[Saved entries]
· · · · · · ·

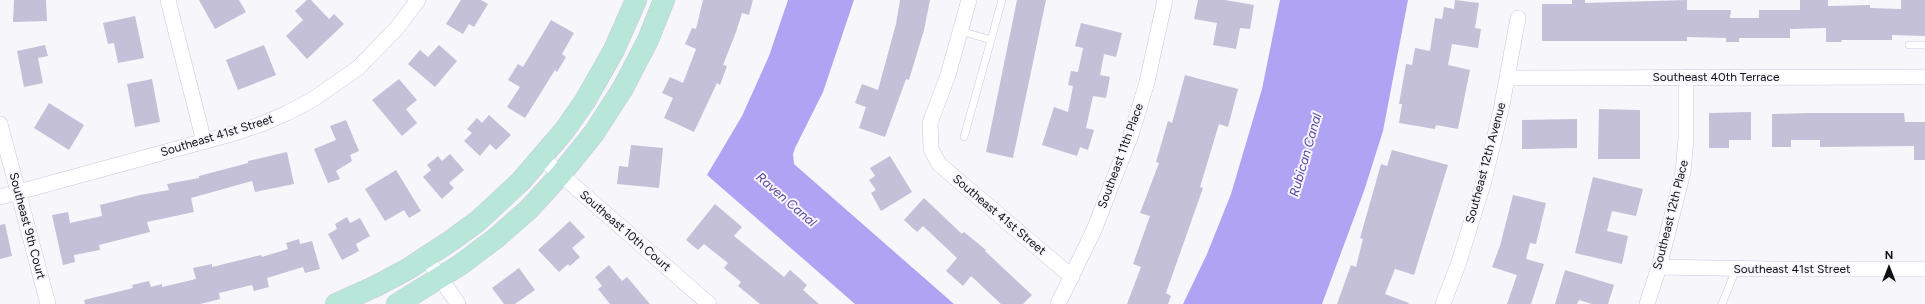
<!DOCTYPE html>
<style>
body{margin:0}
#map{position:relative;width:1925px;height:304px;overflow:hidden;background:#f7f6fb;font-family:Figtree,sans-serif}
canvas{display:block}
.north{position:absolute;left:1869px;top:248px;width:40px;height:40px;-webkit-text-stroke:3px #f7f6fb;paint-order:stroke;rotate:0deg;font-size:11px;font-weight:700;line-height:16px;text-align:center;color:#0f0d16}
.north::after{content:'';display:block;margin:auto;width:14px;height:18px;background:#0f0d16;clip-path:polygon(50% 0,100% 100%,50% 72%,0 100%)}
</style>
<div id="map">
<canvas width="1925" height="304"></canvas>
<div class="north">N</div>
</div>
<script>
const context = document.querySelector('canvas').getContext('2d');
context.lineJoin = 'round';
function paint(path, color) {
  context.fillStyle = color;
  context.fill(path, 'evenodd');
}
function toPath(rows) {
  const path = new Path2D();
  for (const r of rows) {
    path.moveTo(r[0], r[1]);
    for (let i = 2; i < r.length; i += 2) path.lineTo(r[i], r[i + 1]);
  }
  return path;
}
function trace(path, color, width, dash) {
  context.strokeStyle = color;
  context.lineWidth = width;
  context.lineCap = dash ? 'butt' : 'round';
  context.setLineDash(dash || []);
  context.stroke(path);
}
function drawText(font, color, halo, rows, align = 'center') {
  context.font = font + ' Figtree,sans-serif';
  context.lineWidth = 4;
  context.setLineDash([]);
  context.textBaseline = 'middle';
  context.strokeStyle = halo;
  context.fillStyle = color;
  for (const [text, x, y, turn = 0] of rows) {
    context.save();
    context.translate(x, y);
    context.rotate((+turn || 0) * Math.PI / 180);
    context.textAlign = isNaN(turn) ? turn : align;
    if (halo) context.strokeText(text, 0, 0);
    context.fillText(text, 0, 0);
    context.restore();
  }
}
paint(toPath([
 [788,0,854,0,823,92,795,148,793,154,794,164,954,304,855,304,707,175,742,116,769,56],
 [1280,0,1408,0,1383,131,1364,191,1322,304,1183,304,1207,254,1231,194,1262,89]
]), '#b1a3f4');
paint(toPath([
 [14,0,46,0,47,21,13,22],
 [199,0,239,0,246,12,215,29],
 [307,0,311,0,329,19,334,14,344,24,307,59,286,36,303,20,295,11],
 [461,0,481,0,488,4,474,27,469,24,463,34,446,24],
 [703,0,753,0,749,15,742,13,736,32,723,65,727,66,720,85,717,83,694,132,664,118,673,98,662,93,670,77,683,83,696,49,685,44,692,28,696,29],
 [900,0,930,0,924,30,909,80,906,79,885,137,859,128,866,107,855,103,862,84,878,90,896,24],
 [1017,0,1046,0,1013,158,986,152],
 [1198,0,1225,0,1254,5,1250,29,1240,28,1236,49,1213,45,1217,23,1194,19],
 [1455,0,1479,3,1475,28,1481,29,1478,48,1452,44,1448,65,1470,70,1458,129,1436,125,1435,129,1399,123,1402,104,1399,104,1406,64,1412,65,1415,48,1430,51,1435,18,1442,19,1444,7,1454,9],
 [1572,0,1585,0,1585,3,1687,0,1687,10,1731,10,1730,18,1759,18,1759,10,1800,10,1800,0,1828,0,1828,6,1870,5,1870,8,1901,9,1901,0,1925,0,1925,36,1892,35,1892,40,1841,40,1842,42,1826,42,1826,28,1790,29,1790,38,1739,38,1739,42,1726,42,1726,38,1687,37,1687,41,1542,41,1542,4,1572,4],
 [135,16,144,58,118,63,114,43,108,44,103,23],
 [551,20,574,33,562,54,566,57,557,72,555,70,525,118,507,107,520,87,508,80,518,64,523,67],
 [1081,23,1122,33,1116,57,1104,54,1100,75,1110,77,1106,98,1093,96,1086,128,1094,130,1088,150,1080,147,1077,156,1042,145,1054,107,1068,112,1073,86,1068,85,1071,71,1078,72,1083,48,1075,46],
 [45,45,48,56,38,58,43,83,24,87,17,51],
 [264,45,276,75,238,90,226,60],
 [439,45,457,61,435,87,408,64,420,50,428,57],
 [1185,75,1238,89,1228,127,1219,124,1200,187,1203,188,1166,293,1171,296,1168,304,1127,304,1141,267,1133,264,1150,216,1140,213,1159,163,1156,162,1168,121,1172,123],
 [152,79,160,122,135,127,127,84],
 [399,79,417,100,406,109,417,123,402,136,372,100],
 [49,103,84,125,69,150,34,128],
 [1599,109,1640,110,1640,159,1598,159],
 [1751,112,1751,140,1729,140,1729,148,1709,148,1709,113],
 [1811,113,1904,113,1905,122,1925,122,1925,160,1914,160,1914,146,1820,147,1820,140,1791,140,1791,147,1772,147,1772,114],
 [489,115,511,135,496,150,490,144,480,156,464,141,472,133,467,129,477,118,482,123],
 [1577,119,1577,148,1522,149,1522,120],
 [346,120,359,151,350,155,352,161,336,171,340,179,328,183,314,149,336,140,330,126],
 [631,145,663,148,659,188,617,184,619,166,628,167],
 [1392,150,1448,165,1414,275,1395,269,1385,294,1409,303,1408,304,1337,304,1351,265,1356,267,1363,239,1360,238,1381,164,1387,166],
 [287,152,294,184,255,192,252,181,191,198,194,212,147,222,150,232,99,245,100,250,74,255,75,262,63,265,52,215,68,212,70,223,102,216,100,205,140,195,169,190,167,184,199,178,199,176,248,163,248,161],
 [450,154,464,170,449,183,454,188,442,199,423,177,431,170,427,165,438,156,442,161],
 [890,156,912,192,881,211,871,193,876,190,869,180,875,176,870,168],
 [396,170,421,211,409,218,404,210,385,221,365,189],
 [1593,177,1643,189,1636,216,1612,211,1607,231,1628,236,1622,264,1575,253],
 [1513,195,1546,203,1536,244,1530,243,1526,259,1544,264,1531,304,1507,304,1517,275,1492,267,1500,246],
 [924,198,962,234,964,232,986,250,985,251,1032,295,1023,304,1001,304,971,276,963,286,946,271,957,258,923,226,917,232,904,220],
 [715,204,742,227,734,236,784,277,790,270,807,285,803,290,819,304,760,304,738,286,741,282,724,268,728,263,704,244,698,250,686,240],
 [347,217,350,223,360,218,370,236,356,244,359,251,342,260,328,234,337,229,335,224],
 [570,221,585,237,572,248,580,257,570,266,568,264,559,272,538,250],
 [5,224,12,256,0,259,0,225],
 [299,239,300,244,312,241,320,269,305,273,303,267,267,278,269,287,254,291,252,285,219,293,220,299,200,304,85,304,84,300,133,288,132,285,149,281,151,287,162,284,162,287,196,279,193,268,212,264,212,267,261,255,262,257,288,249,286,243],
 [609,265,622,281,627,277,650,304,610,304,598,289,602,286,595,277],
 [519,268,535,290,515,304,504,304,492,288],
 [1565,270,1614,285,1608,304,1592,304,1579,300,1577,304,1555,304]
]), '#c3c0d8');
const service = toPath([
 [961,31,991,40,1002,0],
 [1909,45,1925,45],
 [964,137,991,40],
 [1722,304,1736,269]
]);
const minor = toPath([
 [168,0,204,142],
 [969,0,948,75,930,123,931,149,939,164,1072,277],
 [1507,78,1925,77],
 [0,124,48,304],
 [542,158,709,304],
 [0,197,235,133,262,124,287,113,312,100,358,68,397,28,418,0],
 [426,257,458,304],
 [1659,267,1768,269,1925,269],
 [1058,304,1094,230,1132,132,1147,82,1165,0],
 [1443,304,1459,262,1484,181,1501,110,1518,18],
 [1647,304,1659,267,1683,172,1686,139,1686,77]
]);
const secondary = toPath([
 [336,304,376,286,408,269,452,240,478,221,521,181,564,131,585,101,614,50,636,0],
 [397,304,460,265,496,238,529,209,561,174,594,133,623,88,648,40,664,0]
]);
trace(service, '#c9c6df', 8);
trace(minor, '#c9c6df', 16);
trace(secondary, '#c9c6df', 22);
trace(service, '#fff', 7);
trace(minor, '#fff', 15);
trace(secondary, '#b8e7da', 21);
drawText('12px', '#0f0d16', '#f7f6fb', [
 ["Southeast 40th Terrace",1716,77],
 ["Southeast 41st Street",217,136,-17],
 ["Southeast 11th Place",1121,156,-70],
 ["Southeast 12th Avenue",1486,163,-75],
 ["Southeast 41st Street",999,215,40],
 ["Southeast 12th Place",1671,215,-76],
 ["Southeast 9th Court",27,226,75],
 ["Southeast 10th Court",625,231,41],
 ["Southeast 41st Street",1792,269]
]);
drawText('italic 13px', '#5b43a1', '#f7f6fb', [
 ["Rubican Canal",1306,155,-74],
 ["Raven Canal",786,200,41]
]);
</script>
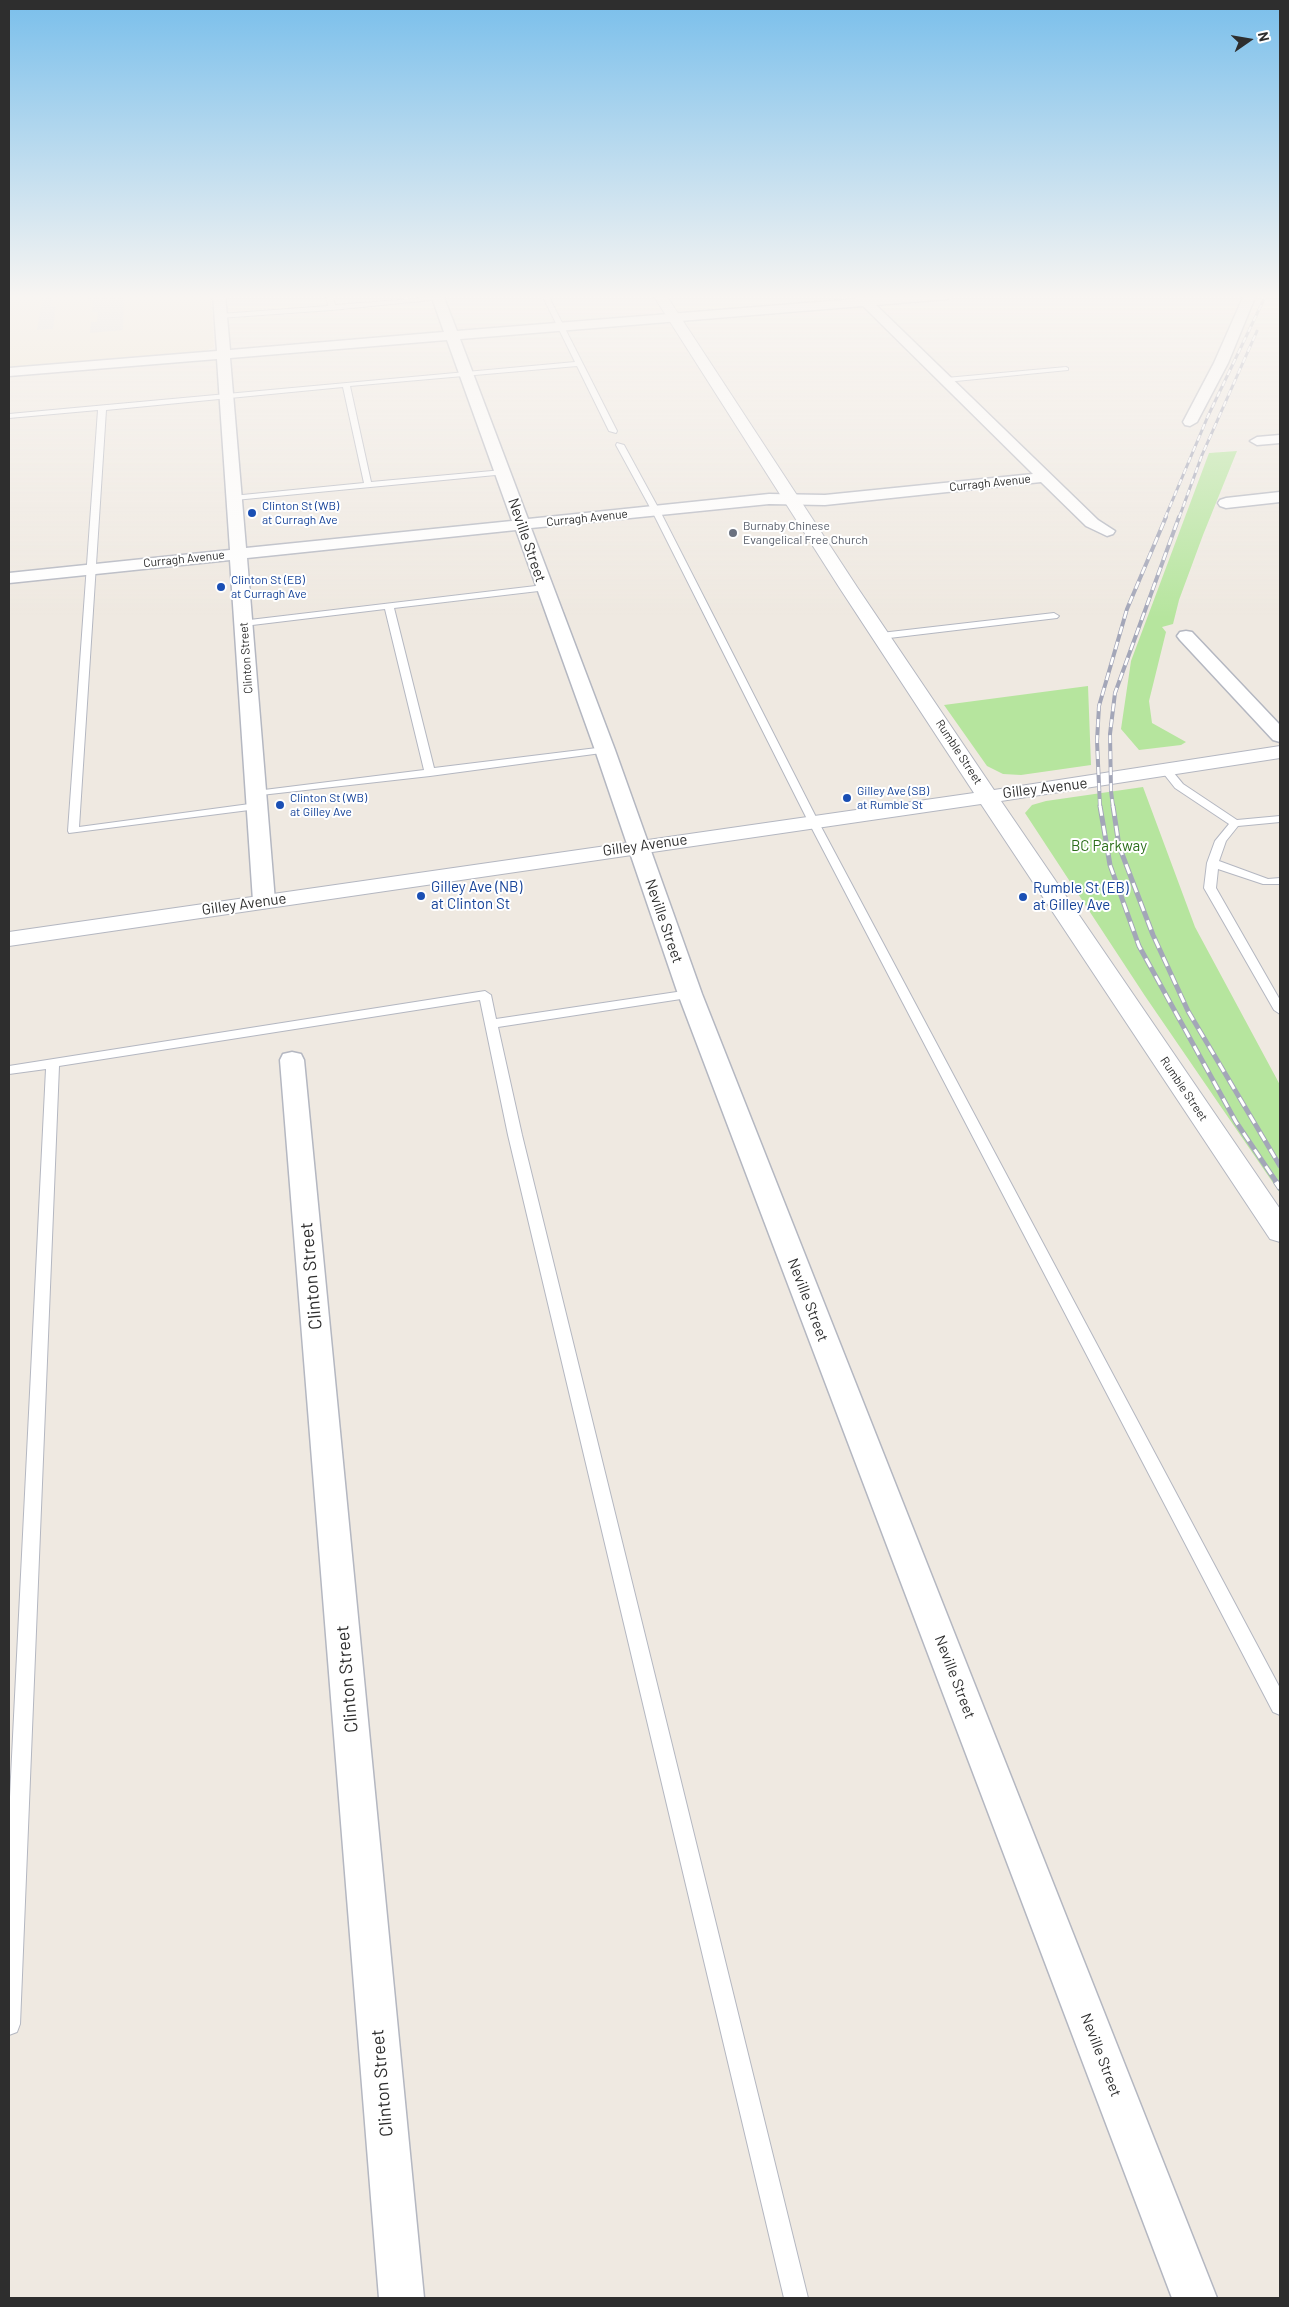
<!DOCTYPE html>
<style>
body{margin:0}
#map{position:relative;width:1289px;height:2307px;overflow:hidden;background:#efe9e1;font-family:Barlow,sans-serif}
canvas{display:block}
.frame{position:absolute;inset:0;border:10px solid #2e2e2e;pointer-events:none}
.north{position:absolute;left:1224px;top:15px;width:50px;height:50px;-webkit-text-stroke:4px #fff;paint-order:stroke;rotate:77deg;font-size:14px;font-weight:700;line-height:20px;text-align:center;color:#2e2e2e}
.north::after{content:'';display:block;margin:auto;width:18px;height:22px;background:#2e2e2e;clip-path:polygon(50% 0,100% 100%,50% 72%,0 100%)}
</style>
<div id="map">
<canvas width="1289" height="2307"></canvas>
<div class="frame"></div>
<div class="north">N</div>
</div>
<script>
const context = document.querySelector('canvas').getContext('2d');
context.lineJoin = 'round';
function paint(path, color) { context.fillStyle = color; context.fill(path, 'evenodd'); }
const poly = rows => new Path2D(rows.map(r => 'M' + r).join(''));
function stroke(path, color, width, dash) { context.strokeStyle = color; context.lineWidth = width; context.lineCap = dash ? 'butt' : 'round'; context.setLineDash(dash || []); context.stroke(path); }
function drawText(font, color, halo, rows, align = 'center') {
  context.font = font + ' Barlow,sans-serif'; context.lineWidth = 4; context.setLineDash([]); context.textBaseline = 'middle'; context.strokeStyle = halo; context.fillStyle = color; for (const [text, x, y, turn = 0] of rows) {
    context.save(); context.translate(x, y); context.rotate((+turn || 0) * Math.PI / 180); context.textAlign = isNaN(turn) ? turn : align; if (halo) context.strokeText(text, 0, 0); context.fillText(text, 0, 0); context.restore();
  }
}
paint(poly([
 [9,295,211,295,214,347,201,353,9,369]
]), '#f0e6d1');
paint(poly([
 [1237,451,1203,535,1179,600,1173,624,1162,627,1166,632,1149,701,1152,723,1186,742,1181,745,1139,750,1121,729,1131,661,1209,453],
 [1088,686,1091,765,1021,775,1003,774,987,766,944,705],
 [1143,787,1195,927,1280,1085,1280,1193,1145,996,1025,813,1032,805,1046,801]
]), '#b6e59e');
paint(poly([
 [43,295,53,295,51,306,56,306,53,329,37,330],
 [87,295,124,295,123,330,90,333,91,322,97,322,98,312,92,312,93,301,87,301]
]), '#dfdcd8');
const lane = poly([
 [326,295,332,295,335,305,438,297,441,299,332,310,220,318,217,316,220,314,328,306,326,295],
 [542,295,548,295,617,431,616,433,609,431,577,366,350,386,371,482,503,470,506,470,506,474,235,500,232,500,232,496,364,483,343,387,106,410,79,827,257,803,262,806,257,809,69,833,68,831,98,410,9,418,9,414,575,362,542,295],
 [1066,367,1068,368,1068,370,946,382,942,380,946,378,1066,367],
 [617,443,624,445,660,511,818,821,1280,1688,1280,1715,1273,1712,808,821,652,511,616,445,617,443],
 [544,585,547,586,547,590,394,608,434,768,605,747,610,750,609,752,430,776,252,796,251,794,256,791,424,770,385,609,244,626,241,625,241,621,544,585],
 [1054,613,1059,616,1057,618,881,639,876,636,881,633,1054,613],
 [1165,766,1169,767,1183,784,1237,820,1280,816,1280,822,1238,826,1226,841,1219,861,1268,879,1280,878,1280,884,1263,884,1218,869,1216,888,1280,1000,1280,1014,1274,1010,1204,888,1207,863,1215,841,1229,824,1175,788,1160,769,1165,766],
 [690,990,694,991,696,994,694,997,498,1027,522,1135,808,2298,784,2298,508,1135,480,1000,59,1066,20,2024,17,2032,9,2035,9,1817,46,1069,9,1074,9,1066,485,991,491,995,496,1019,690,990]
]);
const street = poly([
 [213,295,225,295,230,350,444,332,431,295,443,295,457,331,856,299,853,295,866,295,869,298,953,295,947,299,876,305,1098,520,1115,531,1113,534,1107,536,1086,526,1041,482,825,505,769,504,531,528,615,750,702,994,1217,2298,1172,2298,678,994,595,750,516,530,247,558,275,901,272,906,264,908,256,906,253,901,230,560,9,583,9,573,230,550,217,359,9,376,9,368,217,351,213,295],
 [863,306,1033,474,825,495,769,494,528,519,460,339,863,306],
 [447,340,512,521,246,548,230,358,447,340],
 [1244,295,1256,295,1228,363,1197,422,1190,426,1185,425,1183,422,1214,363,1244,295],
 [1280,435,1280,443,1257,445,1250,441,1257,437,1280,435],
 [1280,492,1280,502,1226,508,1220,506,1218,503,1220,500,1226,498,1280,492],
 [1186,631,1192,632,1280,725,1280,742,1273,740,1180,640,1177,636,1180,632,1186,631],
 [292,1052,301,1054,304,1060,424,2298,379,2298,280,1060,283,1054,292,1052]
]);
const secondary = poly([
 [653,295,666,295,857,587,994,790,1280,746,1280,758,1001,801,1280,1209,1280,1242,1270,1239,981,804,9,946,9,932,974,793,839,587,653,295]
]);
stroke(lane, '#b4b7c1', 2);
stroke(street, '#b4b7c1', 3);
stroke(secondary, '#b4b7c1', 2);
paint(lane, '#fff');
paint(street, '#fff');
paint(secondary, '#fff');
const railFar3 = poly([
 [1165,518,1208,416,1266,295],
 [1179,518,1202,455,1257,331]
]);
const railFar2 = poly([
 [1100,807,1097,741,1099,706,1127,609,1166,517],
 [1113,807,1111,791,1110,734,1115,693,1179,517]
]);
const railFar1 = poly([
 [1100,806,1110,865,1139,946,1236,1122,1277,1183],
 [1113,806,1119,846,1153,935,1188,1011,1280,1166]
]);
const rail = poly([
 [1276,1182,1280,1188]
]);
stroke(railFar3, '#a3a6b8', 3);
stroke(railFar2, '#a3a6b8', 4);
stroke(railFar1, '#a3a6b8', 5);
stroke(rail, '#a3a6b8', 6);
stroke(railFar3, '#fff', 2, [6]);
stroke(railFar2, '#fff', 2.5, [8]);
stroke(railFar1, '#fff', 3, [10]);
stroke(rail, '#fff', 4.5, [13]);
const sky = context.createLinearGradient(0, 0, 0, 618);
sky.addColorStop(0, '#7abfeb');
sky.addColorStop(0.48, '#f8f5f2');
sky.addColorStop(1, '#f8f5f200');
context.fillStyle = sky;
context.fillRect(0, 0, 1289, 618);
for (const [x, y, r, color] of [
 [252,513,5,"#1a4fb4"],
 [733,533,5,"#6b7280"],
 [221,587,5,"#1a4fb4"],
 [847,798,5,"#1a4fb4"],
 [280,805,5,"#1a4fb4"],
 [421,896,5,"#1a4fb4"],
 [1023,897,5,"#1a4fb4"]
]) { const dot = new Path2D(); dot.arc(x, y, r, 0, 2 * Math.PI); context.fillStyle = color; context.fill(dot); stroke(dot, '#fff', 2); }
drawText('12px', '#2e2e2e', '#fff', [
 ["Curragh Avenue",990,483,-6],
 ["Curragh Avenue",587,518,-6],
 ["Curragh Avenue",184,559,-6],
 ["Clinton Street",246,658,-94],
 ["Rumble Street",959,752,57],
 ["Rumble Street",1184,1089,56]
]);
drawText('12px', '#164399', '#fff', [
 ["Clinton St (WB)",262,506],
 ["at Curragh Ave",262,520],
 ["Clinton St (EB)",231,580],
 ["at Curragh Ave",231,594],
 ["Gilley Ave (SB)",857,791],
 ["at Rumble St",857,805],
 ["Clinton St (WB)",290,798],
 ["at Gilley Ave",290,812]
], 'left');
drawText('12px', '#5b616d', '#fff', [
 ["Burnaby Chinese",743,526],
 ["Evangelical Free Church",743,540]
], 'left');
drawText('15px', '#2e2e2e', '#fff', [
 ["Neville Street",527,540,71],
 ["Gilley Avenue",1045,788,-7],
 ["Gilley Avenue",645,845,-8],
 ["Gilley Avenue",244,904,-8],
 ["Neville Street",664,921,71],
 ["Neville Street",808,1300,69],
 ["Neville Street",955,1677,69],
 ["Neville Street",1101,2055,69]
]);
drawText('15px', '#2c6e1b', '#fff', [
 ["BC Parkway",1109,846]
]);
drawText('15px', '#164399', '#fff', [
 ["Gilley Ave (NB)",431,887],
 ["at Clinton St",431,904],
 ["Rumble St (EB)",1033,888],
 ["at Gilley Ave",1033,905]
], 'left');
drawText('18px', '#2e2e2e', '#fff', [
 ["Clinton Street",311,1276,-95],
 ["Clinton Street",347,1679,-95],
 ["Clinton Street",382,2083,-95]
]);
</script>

· · · · · · ·

■ Directions ■
Copy out each line of the data that includes the string "align".

■ Written response ■
.north{position:absolute;left:1869px;top:248px;width:40px;height:40px;-webkit-text-stroke:3px #f7f6fb;paint-order:stroke;rotate:0deg;font-size:11px;font-weight:700;line-height:16px;text-align:center;color:#0f0d16}
function drawText(font, color, halo, rows, align = 'center') {
    context.textAlign = isNaN(turn) ? turn : align;
.north{position:absolute;left:1224px;top:15px;width:50px;height:50px;-webkit-text-stroke:4px #fff;paint-order:stroke;rotate:77deg;font-size:14px;font-weight:700;line-height:20px;text-align:center;color:#2e2e2e}
function drawText(font, color, halo, rows, align = 'center') {
    context.save(); context.translate(x, y); context.rotate((+turn || 0) * Math.PI / 180); context.textAlign = isNaN(turn) ? turn : align; if (halo) context.strokeText(text, 0, 0); context.fillText(text, 0, 0); context.restore();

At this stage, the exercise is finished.